Name bias is a discriminatory act that involves a negative judgment or preference for a person’s name. In recruitment, a candidate’s name affects the hiring decision through either conscious or unconscious bias motives.
Taking into account a candidate’s name as a reason not to hire is a prejudiced action. Shocking levels of name discrimination occur against job applicants from ethnic minority backgrounds. Research has shown that ethnic minorities with identical CVs as the majority group had to send 60% more applications to receive a call-back.
In some cases, candidates have resorted to changing their name on a CV to eliminate the possibility of unconscious bias. At the risk of being subject to name discrimination, one candidate replaced her Turkish birth name with her middle name Melissa. Immediately she heard back from recruiters and HR managers interested in her job application.
Sadly, employers are not doing enough to stamp out the possibility of name bias. Its evident candidates are being shut out because of their name, with recruiters taking no notice of their skills, experience and ability to perform the job well.
To help reduce unconscious name bias, follow these three preventive steps:
Solution 1: Retrain recruiters to be aware of their own bias
Employers first step to reducing name bias starts internally. Set training days with recruiters to help make them aware of the unconscious bias motives that could potentially drive hiring decisions. Look closely at their reason to hire and prioritise candidate capabilities over the applicant’s personal information.
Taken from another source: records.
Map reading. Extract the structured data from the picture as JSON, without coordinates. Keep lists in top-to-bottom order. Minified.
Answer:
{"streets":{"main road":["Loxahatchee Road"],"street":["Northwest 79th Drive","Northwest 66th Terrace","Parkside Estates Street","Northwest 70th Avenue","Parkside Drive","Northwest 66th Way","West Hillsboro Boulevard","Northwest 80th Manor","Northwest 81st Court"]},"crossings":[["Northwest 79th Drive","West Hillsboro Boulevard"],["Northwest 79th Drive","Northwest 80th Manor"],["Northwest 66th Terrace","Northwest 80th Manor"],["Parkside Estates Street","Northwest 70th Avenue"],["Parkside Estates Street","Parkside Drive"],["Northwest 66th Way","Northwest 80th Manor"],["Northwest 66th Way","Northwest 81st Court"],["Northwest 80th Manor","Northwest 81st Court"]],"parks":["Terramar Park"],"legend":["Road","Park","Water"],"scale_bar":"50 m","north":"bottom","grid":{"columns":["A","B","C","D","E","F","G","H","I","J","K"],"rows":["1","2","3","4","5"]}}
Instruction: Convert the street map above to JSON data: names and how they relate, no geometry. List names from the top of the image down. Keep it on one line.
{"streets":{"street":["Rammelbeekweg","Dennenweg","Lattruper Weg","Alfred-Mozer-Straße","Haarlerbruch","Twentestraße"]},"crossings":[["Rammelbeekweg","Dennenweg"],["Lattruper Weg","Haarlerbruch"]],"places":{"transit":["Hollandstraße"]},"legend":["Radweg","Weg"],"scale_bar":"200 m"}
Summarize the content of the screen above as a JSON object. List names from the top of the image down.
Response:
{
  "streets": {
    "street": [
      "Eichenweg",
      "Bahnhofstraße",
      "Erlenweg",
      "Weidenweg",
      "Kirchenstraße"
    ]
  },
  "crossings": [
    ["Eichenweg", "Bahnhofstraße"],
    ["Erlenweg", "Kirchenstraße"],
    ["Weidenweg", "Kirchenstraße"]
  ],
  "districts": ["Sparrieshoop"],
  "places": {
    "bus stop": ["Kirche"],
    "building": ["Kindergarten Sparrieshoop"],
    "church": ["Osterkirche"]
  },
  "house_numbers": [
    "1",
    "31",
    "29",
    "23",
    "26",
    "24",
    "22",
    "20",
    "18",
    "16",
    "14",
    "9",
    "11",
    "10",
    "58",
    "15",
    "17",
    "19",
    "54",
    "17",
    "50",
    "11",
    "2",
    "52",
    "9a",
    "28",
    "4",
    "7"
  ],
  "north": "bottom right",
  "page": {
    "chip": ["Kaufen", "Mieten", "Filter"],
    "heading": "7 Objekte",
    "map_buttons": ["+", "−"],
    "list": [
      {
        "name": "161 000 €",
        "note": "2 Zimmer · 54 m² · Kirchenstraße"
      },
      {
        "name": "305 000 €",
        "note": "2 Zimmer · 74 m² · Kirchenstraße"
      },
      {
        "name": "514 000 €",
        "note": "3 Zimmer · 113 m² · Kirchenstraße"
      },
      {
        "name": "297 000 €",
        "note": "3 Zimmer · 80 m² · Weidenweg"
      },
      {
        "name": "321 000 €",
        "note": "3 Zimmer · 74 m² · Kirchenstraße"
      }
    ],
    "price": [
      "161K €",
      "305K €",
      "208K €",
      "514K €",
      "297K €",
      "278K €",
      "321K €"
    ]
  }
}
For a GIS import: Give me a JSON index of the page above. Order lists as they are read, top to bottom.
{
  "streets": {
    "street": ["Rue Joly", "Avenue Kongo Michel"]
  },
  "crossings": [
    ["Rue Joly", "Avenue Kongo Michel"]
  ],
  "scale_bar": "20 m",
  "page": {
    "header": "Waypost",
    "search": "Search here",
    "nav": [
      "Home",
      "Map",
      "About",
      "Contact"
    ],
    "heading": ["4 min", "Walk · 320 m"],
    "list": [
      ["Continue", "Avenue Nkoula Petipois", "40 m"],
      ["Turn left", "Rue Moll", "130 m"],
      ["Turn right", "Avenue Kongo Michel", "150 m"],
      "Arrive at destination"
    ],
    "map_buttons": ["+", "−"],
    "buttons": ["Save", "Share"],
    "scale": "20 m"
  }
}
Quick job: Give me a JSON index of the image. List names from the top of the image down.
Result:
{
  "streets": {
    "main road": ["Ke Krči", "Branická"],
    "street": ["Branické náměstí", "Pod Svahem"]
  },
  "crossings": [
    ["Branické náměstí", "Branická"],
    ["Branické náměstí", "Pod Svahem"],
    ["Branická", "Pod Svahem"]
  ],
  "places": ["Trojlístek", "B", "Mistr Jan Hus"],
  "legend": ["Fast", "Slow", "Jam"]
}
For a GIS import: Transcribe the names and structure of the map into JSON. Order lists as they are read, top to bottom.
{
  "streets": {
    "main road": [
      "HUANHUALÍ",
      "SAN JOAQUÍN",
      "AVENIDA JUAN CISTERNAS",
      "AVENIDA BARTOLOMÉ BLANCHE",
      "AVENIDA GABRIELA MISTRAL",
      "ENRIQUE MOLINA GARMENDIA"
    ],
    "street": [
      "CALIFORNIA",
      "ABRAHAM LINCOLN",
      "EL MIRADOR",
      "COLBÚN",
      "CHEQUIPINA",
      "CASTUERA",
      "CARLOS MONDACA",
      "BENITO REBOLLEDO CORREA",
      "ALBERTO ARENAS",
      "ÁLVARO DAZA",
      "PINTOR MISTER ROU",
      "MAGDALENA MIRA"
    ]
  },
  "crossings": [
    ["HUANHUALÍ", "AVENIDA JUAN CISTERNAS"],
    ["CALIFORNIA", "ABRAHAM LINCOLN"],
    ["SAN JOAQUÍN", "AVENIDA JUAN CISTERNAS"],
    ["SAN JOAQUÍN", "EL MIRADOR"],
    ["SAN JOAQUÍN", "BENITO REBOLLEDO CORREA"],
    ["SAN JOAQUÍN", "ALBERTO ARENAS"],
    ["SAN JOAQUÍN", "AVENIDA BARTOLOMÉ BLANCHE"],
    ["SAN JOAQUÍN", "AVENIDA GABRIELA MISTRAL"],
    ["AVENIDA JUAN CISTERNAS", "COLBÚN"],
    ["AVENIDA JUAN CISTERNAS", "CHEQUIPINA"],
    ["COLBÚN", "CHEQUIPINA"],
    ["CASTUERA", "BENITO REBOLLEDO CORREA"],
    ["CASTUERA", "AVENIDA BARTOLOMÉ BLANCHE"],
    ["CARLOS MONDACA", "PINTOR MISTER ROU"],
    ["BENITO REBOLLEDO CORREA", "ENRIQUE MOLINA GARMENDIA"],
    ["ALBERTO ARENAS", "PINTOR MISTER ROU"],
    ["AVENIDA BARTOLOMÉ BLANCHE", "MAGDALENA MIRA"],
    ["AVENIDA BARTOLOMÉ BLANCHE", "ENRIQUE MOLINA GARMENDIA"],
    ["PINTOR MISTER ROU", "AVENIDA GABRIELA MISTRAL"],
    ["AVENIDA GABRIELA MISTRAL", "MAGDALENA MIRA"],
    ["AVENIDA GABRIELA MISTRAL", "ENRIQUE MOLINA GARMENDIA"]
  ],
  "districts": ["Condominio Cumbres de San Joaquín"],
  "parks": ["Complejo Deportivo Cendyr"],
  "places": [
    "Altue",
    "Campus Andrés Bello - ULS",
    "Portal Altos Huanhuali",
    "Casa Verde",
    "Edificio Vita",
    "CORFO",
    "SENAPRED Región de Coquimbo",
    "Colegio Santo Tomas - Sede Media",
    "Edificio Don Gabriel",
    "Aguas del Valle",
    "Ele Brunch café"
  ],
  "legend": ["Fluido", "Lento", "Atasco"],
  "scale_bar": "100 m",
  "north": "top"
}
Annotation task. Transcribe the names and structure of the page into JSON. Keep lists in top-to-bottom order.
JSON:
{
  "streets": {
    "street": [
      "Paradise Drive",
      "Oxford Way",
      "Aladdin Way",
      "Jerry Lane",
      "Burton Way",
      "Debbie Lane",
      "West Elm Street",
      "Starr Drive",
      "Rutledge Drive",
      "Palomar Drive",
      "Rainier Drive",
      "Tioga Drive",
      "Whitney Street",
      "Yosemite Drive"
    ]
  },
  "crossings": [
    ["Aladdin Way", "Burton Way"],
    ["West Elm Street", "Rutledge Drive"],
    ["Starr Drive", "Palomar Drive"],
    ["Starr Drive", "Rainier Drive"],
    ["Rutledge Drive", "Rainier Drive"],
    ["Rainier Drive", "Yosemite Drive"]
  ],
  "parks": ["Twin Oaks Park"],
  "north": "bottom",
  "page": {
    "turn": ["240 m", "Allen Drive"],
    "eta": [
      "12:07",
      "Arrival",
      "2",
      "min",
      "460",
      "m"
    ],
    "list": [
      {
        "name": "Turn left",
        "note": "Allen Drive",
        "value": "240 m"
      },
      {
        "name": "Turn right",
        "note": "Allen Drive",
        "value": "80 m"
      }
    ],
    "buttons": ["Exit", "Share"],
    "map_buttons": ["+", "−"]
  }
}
Create a screening scorecard that contains all the key points a candidate must meet to advance to the next stage. This approach leaves little room for bias and removes emotive reasons to hire based on a feeling or gut instinct.
Solution 2: Request the removal of names from future job applications
To reduce the possibility of name bias even further, request that all applicants remove their name from their job application. Many employers are already adopting this approach such as the BBC and Deloitte because it helps recruiters make objective decisions based on skills and experience.
This strategy falls into the blind recruitment category in which organisations are opting for the complete removal of candidate identifying factors such as their name, age, location or length of experience. Choosing to do so, helps provide all job applicants with a fair and equal start to their hiring journey.
Solution 3: Screening technology
Many employers utilise screening technology to review applications and stamp out name bias. Screening algorithms are programmed to match applicants against job vacancies based on key data points related to the job role.
Automated CV screening technology does not take into account any personal and identifiable candidate information. It’s simple to use and can process a high volume of job applicants instantly without additional work from recruiters or candidates.